The performers deserved more attention from the promenade. The inability to absorb myself in each performance and give adequate timely respect to the act was evident from the start. The group tended to stop prematurely along the path, room to see each act was easily limited to the first 40 whom arrived. The rest of us were left to listen or glance as we shuffled past.
By the time I could actually see the performer, I was herded along by a cicerone wielding a lantern, rotated it in a circular direction to encourage movement and speed. A silent ‘hurry up’ if you will. Determined, I secured a viewing spot at the next act, standing on a platform was Chris Thomas with his Cyr wheel. Little did I realise at the time, this would be the most I would see a performance throughout the entire evening. Two minutes of silent observation, as Chris finished his haunting set, we all started to again slip away.

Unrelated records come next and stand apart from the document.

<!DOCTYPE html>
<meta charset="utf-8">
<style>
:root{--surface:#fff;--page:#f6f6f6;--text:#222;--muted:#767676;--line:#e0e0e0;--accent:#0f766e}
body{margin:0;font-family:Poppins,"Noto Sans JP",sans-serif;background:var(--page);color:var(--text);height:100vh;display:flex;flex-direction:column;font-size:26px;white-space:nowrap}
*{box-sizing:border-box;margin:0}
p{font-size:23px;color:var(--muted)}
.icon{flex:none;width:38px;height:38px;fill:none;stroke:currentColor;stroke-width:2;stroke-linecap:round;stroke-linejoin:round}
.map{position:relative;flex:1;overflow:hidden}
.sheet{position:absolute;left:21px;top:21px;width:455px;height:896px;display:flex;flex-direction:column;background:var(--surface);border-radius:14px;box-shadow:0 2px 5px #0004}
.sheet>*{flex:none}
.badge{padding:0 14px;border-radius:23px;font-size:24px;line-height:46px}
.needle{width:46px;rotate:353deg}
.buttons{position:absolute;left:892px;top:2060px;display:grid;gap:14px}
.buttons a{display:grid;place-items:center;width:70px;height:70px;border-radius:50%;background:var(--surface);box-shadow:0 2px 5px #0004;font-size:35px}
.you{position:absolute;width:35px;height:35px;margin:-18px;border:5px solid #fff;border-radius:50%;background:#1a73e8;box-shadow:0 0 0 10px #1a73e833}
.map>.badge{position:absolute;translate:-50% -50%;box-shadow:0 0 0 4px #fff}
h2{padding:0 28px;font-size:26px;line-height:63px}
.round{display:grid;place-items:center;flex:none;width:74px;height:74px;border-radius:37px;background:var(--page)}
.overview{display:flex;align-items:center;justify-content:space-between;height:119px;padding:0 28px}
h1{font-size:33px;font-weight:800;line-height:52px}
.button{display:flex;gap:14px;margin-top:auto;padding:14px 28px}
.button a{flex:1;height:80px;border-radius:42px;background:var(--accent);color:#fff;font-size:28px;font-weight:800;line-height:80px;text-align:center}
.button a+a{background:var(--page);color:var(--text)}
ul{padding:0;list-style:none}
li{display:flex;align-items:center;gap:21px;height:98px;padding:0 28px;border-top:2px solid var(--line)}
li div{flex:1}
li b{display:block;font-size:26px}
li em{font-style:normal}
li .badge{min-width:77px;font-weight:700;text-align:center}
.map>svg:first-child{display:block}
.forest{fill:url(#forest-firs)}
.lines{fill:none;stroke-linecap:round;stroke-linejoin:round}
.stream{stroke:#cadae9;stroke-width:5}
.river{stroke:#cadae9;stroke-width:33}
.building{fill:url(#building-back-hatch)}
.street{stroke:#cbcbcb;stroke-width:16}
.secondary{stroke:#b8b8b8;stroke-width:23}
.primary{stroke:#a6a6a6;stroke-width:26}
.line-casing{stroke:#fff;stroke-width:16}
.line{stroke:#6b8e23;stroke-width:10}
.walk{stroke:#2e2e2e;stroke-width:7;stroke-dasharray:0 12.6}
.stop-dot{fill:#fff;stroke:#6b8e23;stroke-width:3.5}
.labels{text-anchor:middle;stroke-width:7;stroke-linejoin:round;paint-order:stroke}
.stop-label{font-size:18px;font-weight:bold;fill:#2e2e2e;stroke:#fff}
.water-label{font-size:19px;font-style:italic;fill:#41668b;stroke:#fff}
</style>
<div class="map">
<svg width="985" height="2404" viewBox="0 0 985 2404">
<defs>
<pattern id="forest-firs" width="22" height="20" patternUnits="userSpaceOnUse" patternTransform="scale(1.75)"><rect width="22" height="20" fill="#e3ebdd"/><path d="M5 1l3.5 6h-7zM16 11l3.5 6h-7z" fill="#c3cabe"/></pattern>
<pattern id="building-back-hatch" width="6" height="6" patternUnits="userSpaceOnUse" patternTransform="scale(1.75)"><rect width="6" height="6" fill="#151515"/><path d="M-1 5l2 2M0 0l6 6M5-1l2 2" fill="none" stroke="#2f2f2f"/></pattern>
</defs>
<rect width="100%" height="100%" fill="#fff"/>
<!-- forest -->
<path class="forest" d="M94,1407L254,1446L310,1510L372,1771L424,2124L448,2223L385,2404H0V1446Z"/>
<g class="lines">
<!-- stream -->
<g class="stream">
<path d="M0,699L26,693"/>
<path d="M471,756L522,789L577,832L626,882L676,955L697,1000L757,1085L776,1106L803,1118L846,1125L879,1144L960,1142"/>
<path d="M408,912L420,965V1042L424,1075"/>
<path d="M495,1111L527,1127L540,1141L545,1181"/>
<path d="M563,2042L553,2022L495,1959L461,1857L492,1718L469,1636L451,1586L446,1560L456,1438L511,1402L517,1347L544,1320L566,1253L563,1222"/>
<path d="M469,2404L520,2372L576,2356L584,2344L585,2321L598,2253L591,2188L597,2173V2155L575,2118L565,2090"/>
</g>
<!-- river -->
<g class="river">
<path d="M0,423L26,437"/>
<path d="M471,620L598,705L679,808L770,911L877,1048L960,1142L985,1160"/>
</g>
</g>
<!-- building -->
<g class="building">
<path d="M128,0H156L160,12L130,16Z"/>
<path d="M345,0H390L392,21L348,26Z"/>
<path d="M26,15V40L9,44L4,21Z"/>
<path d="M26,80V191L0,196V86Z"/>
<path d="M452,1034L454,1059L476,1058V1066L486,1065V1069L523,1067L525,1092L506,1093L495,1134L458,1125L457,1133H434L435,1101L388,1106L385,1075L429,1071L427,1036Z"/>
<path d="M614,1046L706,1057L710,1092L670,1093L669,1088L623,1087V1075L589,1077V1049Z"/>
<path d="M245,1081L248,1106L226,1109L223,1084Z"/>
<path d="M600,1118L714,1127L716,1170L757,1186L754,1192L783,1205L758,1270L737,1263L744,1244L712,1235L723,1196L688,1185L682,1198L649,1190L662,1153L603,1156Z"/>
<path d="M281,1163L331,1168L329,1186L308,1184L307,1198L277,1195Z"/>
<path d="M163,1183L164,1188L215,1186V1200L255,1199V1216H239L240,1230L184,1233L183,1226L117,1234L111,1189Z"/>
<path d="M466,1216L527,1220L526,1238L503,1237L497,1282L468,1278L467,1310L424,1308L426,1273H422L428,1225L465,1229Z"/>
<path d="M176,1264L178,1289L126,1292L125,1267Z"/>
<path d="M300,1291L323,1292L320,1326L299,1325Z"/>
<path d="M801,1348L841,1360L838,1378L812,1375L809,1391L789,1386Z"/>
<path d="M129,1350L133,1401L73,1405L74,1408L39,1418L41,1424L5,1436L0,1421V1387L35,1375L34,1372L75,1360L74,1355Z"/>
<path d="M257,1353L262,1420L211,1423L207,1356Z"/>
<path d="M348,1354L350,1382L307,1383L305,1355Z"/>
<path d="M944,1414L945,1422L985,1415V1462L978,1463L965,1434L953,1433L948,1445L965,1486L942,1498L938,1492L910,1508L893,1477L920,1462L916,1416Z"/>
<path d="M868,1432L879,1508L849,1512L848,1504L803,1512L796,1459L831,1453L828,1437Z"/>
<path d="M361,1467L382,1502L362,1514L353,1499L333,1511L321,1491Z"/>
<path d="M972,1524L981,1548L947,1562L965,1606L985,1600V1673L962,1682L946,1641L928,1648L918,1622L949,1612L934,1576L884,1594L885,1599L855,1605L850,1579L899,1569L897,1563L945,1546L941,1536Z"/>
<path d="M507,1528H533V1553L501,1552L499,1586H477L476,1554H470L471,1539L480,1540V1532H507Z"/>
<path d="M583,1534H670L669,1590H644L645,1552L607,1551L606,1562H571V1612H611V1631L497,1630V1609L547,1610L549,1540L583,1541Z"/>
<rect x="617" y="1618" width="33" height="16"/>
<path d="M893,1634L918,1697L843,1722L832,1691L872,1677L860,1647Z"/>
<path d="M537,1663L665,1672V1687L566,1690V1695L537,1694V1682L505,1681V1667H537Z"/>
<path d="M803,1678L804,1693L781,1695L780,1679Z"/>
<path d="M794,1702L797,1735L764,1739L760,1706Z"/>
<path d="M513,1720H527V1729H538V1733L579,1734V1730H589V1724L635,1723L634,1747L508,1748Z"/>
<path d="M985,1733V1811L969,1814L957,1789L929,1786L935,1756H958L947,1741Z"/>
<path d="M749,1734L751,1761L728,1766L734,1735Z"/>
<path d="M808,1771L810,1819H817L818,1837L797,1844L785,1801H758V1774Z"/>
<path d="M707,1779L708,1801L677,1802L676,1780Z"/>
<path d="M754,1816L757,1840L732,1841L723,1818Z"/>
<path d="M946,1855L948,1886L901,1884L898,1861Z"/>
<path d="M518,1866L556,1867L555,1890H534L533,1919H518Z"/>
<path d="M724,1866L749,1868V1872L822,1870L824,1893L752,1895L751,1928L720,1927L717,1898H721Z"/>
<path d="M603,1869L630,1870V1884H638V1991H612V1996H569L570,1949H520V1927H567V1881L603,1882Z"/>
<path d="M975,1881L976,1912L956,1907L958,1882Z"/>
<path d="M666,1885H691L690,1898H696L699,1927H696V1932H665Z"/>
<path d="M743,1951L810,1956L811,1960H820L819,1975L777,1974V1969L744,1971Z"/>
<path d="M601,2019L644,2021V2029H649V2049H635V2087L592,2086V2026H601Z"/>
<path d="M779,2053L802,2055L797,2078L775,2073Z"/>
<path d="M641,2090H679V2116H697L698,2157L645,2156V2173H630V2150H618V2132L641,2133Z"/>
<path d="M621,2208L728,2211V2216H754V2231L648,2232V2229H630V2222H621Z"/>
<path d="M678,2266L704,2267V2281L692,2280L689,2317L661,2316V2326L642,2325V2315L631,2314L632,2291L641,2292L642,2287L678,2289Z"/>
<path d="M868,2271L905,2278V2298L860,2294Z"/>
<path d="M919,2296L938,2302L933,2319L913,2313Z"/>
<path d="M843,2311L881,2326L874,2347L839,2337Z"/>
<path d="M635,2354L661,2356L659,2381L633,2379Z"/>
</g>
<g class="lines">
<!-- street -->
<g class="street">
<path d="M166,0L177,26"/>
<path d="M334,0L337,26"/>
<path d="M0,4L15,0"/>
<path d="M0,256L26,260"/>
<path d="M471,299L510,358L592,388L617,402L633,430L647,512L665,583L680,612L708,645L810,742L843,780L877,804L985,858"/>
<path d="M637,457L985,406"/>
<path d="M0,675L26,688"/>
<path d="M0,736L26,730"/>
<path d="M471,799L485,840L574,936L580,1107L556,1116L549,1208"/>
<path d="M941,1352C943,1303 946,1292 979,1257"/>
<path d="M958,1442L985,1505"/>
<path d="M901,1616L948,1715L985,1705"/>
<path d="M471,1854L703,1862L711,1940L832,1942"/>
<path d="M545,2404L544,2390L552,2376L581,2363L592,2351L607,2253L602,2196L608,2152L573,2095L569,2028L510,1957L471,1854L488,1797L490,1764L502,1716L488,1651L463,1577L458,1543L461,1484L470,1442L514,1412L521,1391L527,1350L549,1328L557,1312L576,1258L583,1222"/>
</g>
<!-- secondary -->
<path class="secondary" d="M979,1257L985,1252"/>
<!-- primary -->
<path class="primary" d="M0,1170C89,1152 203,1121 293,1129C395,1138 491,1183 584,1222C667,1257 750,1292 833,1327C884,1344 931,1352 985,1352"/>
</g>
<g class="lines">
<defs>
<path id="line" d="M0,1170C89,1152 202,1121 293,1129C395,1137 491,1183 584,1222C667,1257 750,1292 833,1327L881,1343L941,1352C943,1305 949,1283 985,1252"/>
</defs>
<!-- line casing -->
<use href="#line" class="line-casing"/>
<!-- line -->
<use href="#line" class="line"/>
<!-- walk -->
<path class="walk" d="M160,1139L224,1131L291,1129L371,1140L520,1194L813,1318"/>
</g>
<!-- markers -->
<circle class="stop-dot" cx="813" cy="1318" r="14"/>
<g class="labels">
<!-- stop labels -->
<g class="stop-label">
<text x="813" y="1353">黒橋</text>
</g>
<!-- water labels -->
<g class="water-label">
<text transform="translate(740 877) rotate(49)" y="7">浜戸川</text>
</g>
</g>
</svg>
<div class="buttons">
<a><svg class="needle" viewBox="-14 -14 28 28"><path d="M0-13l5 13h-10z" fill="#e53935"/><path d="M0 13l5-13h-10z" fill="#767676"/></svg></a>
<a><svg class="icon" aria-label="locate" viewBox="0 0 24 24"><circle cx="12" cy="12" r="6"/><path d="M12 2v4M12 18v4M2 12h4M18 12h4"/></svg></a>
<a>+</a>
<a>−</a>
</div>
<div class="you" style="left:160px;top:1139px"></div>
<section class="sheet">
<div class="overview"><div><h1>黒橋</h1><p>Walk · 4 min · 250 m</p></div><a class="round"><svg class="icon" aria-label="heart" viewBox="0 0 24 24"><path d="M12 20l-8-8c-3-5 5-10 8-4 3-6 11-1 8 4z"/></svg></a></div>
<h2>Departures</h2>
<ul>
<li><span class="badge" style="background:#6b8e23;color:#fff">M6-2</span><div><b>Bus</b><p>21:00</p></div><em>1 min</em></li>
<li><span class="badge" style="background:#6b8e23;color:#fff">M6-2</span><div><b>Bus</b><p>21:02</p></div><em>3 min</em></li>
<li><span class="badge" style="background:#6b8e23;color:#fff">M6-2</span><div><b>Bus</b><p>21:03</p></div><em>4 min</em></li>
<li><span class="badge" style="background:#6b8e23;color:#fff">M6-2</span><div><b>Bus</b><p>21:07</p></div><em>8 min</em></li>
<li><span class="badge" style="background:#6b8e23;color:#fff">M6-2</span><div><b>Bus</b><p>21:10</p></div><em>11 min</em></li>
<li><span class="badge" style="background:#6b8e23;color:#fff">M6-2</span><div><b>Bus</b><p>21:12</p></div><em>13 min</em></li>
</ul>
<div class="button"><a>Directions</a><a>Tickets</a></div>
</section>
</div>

The finale is in yet another clearing. The long grass had been trampled flat by the audience. An elevated boardwalk was the stage for performers to come together to showcase their flexibility, strength and faith in the ability of one another. The choreography was steady but the message disordered. The distinct absence of a storyline made the finale feel more like an opportunity for the performers to showcase their talents than at any other stage through the promenade.
Overall it was an ethereal experience that had potential. The talent and stamina of Circa members we’d seen before, combined with the costume and environmental aspects contribute to a mostly solid performance. There was significantly more walking involved than I’d anticipated, the low-light and narrow slippery footpath will prove too hazardous for some.
Credit to all the performers, their incredible feats of strength and flexibility displayed can only be met with an open mouth and an enthusiastic clap. They’re all clearly talented and deserve more face time than they received in the promenade.
The entire production was let down by the execution and sheer number of attendees. Improvements through smaller groups, more time at each performance and a shorter route could contribute to a greater overall production.
When: 16-26 June 2016
Where: Tower Hamlets Cemetery Park, E3 4PX
Nearest Tube: Mile End
Tickets: Standby tickets are available, however to guarantee entry book online.